Many believe that, with contraception spreading among developing nations, overpopulation has been solved. In fact, we’re just beginning to experience the worst effects as it peaks. In the New York Times, Somini Sengupta explains:

At no point in recorded history has our world been so demographically lopsided, with old people concentrated in rich countries and the young in not-so-rich countries.

Much has been made of the challenges of aging societies. But it’s the youth bulge that stands to put greater pressure on the global economy, sow political unrest, spur mass migration and have profound consequences for everything from marriage to Internet access to the growth of cities.

That’s especially true of the developing world.

Already, the number of Indians between the ages of 15 and 34 — 422 million — is roughly the same as the combined populations of the United States, Canada and Britain.

Many of them, of course, without job. But

Youth unemployment is especially striking in richer countries.

As for those in developing countries, a solution could lie in migration.

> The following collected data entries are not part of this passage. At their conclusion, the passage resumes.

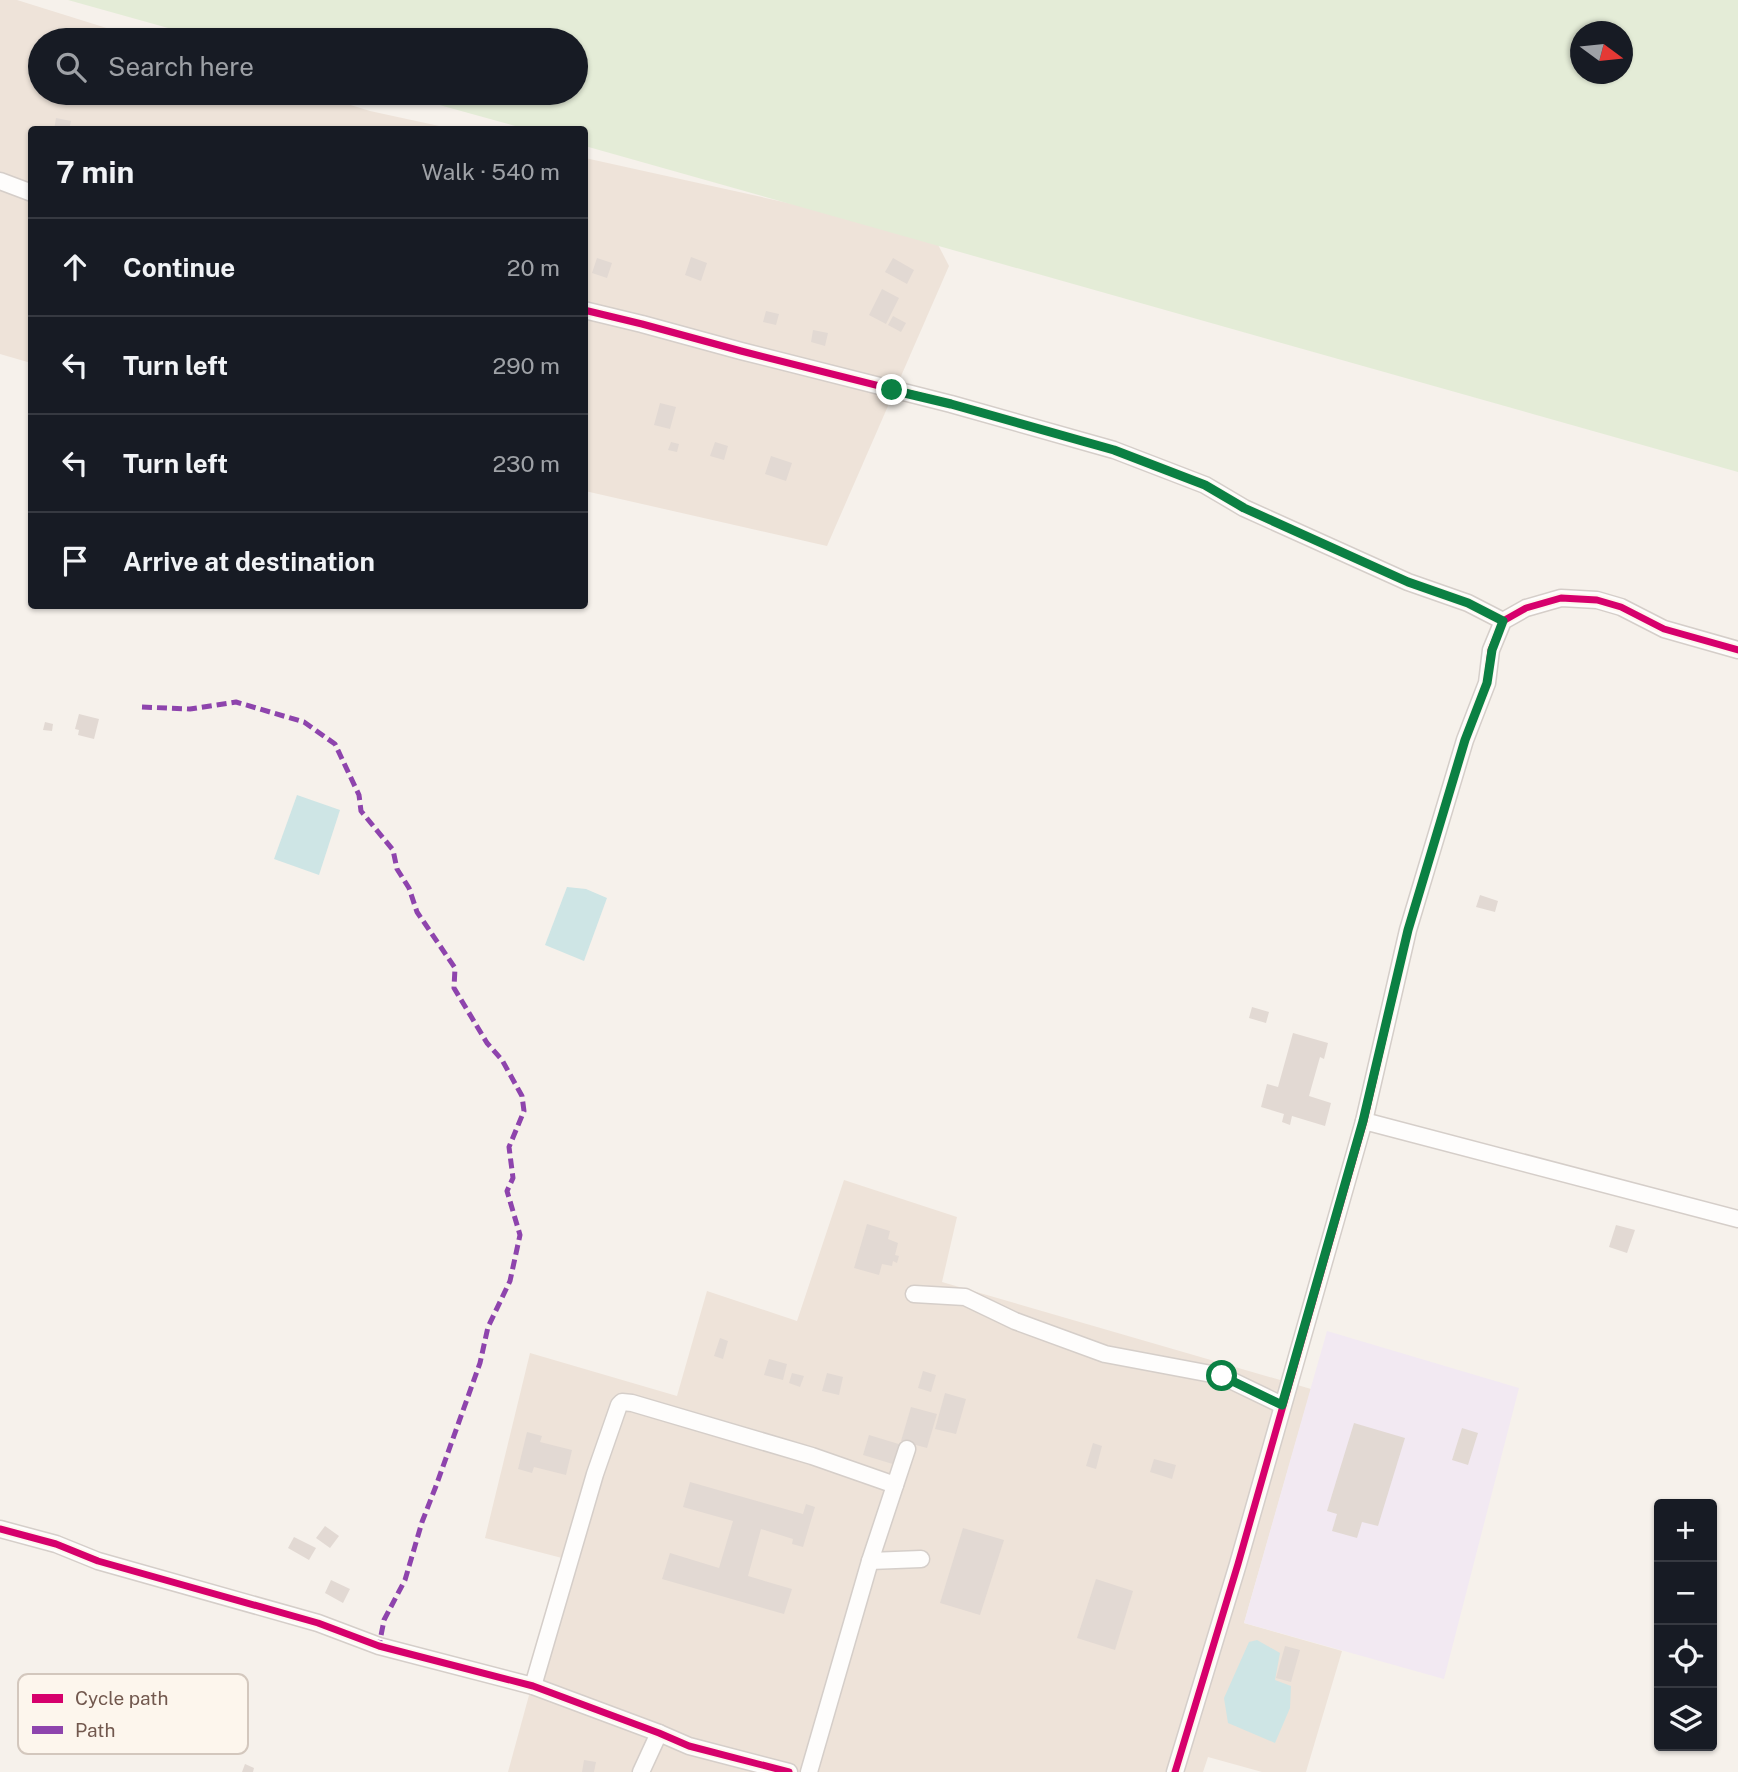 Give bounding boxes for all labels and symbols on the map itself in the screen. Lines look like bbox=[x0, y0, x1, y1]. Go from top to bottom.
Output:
north arrow bbox=[1570, 21, 1633, 84]
route end bbox=[876, 374, 907, 405]
route start bbox=[1206, 1360, 1237, 1391]
legend bbox=[18, 1674, 248, 1754]
text: Cycle path bbox=[75, 1687, 168, 1709]
text: Path bbox=[75, 1719, 115, 1741]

The worldwide age divide makes migration — along with job creation in the global south — critical to balancing the world demographically, according to Rainer Münz, head of research and development at the Erste Group Bank in Brussels. Mr. Münz proposes what he calls a system of “demographic arbitrage,” with industrialized countries competing for talent from elsewhere. Even China, he maintains, will have to enter that race.

“A demographic arbitrage between aging societies with a shrinking work force and youthful societies would be good thing, if the whole thing could be managed,” he said.

Of course, resistance to immigration in the West, due to the unrest in the Middle East, makes that a non-starter at this time. But should the emergency diaspora from Syria, Iraq, and Libya slow, Münz’s idea might become workable. Aging states with a shrinking work force could benefit from the overflow of youth from developing states.